# Wanenmacher's Tulsa,OK GUN SHOW



## Flanker (Jan 26, 2007)

Here is the link for the Wanenmacher's Tulsa,OK gun show March 31/april 1st
http://www.tulsaarmsshow.com/frames.html


----------



## hberttmank (May 5, 2006)

I been going to this show for years, and it is the biggest. If you want to go to a real gun show, full of guns,knives, ammo and accessories, this is the one to go to.
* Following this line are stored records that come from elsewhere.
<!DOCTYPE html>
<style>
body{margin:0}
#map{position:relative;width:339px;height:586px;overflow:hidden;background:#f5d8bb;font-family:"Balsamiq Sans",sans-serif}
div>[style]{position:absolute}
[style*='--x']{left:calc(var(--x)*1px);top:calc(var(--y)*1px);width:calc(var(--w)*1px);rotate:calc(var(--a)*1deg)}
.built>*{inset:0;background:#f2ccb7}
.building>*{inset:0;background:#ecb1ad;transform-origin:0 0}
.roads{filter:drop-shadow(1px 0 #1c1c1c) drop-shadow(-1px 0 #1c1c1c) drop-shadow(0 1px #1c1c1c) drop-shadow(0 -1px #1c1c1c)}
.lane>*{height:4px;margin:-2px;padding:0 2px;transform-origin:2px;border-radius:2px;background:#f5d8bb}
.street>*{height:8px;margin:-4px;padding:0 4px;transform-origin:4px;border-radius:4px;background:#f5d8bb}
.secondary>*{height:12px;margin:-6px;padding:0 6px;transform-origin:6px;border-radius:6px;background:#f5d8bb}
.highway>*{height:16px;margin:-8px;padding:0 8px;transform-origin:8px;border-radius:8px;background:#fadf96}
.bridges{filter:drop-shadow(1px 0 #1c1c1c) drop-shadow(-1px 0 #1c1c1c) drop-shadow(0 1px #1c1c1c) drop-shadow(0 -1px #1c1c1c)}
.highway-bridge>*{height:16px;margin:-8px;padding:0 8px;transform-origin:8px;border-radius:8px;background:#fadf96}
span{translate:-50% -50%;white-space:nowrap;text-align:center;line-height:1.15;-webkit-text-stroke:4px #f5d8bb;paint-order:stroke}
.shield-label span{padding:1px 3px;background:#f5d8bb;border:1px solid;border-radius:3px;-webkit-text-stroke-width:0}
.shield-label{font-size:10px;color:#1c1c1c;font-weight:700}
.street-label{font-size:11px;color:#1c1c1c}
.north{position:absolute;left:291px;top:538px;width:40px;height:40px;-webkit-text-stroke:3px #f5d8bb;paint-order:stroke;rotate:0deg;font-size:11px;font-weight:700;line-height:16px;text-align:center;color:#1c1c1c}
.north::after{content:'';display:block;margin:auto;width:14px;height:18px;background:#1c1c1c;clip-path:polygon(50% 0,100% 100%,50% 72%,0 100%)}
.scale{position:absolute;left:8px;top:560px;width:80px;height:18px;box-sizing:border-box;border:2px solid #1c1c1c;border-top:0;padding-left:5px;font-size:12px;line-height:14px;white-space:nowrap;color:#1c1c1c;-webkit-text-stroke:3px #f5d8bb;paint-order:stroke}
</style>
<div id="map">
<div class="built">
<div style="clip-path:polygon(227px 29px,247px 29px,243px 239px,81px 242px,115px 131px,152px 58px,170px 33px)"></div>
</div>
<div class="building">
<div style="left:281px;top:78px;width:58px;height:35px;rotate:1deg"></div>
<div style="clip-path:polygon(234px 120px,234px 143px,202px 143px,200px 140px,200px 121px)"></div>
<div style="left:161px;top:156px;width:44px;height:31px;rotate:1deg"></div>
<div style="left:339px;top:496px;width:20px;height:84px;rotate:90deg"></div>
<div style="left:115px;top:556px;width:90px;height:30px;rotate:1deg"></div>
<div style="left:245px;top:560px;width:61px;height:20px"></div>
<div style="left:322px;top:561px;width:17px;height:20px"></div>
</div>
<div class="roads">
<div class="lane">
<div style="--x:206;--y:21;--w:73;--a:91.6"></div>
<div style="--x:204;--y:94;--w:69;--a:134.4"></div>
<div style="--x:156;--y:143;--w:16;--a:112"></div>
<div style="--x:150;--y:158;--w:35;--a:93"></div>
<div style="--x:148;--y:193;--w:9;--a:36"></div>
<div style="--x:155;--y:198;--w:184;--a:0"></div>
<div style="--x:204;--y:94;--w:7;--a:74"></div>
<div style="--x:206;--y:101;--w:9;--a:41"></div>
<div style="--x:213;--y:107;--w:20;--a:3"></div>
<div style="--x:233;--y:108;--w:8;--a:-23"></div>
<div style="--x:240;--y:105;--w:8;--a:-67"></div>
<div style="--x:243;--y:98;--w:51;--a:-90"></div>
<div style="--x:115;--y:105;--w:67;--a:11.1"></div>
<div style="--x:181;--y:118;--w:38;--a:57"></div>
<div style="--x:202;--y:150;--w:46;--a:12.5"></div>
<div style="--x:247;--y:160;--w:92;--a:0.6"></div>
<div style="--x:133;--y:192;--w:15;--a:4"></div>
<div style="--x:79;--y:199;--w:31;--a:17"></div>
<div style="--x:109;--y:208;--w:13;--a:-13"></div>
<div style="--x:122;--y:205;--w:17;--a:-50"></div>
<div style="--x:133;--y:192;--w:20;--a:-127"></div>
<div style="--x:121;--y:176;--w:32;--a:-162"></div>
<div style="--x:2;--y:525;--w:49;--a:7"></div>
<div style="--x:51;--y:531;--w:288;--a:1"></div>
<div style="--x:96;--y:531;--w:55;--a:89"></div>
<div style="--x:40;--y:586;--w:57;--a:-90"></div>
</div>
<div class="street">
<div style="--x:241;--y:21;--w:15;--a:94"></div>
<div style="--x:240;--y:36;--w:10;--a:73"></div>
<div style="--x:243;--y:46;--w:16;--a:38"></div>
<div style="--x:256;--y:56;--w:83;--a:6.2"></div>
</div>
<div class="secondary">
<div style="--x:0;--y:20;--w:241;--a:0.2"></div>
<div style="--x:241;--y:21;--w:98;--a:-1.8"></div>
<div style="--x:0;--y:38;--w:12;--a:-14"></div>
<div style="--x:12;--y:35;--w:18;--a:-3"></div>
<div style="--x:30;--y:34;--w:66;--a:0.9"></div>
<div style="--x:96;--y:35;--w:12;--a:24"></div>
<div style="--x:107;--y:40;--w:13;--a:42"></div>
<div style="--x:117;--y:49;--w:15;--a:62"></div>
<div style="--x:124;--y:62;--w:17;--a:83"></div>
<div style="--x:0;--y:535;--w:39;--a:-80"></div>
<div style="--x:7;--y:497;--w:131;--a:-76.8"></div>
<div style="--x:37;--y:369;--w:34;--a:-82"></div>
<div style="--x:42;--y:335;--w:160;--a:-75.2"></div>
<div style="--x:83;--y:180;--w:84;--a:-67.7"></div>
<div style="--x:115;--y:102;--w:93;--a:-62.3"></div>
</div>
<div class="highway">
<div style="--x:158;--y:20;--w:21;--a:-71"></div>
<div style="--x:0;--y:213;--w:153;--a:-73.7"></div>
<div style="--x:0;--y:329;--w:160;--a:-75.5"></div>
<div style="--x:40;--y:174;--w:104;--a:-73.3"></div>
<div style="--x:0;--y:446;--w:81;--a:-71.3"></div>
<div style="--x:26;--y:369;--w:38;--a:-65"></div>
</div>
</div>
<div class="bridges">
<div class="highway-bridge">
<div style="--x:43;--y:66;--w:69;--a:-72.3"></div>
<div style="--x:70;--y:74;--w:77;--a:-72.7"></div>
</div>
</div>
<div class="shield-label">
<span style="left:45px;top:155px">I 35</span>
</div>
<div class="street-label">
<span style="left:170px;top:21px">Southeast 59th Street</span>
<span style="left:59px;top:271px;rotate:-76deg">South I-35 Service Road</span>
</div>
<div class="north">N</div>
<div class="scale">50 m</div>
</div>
Be sure and wear your walking shoes.


----------



## theberettaman (Jun 18, 2010)

*wanenmacher*

If the mods think this is an inapropriate post or placement feel free to remove it:smt083
I'm putting together a little *NRA wake up* get together before this years tulsa gun show Nov 13, 2010 we'll be protesting the NRA's membership hocking efforts at the front door for their non stand on HB3354,aka open carry.Only to povide poliitical cover for the members who voted to sustain the governors veto.
Message from the NRA said members voting to sustain the veto need not worry about jepardising your NRA Rating.
sign up on my facebook page
Welcome to Facebook


----------



## bravo619 (Oct 20, 2010)

LOL last two wanamachers i've been too you couldn't get to the table without upsetting someone or being run over by a hoveround scooter.


----------